Work to be completed → A word-for-word repeat of all the data is the goal.

Records provided →
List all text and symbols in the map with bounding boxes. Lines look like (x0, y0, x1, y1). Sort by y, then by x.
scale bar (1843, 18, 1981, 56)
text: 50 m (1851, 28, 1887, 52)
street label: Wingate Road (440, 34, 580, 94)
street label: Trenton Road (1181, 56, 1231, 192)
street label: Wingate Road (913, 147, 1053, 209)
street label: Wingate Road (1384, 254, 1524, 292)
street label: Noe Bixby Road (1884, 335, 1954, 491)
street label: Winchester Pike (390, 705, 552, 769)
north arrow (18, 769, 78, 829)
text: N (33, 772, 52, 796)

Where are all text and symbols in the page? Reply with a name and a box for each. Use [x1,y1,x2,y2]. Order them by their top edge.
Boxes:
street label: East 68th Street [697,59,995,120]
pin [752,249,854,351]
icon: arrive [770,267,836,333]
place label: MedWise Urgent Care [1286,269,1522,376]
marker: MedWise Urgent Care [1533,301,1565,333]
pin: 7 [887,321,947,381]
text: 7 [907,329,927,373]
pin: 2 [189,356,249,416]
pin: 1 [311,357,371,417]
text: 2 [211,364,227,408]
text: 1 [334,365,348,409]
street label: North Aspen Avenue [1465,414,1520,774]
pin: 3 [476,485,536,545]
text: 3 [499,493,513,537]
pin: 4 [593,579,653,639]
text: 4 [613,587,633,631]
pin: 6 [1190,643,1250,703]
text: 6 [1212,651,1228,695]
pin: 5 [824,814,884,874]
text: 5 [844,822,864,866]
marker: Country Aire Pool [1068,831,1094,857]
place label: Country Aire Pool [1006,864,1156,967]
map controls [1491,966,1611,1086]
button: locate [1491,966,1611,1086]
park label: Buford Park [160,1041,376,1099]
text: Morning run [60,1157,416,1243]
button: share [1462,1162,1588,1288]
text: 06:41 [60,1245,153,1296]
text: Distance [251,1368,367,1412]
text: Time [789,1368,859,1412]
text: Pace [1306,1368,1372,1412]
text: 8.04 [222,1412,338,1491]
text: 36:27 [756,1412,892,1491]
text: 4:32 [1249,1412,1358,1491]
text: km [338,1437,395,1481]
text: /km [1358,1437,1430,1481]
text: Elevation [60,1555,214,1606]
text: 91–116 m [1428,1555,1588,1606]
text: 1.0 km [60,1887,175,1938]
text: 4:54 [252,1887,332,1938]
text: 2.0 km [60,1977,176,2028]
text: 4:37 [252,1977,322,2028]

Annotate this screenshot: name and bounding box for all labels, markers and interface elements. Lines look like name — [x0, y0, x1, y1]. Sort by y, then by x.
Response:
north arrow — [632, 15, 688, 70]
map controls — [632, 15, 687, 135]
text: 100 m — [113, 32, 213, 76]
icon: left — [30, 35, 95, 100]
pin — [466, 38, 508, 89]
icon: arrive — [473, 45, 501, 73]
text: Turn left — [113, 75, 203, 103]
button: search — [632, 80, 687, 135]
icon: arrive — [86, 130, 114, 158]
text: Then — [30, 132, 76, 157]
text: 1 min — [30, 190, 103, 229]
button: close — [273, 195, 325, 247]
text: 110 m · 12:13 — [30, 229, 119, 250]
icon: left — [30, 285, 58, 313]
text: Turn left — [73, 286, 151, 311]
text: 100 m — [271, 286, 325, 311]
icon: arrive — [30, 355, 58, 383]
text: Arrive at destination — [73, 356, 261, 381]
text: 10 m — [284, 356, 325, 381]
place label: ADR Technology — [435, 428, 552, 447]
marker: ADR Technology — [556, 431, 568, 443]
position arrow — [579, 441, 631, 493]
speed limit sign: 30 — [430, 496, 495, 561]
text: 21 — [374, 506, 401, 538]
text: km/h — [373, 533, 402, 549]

The completed task →
List all text and symbols in the map with bounding boxes. Lines look like (x0, y0, x1, y1). Sort by y, then by x.
scale bar (1843, 18, 1981, 56)
text: 50 m (1851, 28, 1887, 52)
street label: Wingate Road (440, 34, 580, 94)
street label: Trenton Road (1181, 56, 1231, 192)
street label: Wingate Road (913, 147, 1053, 209)
street label: Wingate Road (1384, 254, 1524, 292)
street label: Noe Bixby Road (1884, 335, 1954, 491)
street label: Winchester Pike (390, 705, 552, 769)
north arrow (18, 769, 78, 829)
text: N (33, 772, 52, 796)

Where are all text and symbols in the page? Reply with a name and a box for each. Use [x1,y1,x2,y2]. Order them by their top edge.
Boxes:
street label: East 68th Street [697,59,995,120]
pin [752,249,854,351]
icon: arrive [770,267,836,333]
place label: MedWise Urgent Care [1286,269,1522,376]
marker: MedWise Urgent Care [1533,301,1565,333]
pin: 7 [887,321,947,381]
text: 7 [907,329,927,373]
pin: 2 [189,356,249,416]
pin: 1 [311,357,371,417]
text: 2 [211,364,227,408]
text: 1 [334,365,348,409]
street label: North Aspen Avenue [1465,414,1520,774]
pin: 3 [476,485,536,545]
text: 3 [499,493,513,537]
pin: 4 [593,579,653,639]
text: 4 [613,587,633,631]
pin: 6 [1190,643,1250,703]
text: 6 [1212,651,1228,695]
pin: 5 [824,814,884,874]
text: 5 [844,822,864,866]
marker: Country Aire Pool [1068,831,1094,857]
place label: Country Aire Pool [1006,864,1156,967]
map controls [1491,966,1611,1086]
button: locate [1491,966,1611,1086]
park label: Buford Park [160,1041,376,1099]
text: Morning run [60,1157,416,1243]
button: share [1462,1162,1588,1288]
text: 06:41 [60,1245,153,1296]
text: Distance [251,1368,367,1412]
text: Time [789,1368,859,1412]
text: Pace [1306,1368,1372,1412]
text: 8.04 [222,1412,338,1491]
text: 36:27 [756,1412,892,1491]
text: 4:32 [1249,1412,1358,1491]
text: km [338,1437,395,1481]
text: /km [1358,1437,1430,1481]
text: Elevation [60,1555,214,1606]
text: 91–116 m [1428,1555,1588,1606]
text: 1.0 km [60,1887,175,1938]
text: 4:54 [252,1887,332,1938]
text: 2.0 km [60,1977,176,2028]
text: 4:37 [252,1977,322,2028]

Annotate this screenshot: name and bounding box for all labels, markers and interface elements. Lines look like name — [x0, y0, x1, y1]. Sort by y, then by x.
Response:
north arrow — [632, 15, 688, 70]
map controls — [632, 15, 687, 135]
text: 100 m — [113, 32, 213, 76]
icon: left — [30, 35, 95, 100]
pin — [466, 38, 508, 89]
icon: arrive — [473, 45, 501, 73]
text: Turn left — [113, 75, 203, 103]
button: search — [632, 80, 687, 135]
icon: arrive — [86, 130, 114, 158]
text: Then — [30, 132, 76, 157]
text: 1 min — [30, 190, 103, 229]
button: close — [273, 195, 325, 247]
text: 110 m · 12:13 — [30, 229, 119, 250]
icon: left — [30, 285, 58, 313]
text: Turn left — [73, 286, 151, 311]
text: 100 m — [271, 286, 325, 311]
icon: arrive — [30, 355, 58, 383]
text: Arrive at destination — [73, 356, 261, 381]
text: 10 m — [284, 356, 325, 381]
place label: ADR Technology — [435, 428, 552, 447]
marker: ADR Technology — [556, 431, 568, 443]
position arrow — [579, 441, 631, 493]
speed limit sign: 30 — [430, 496, 495, 561]
text: 21 — [374, 506, 401, 538]
text: km/h — [373, 533, 402, 549]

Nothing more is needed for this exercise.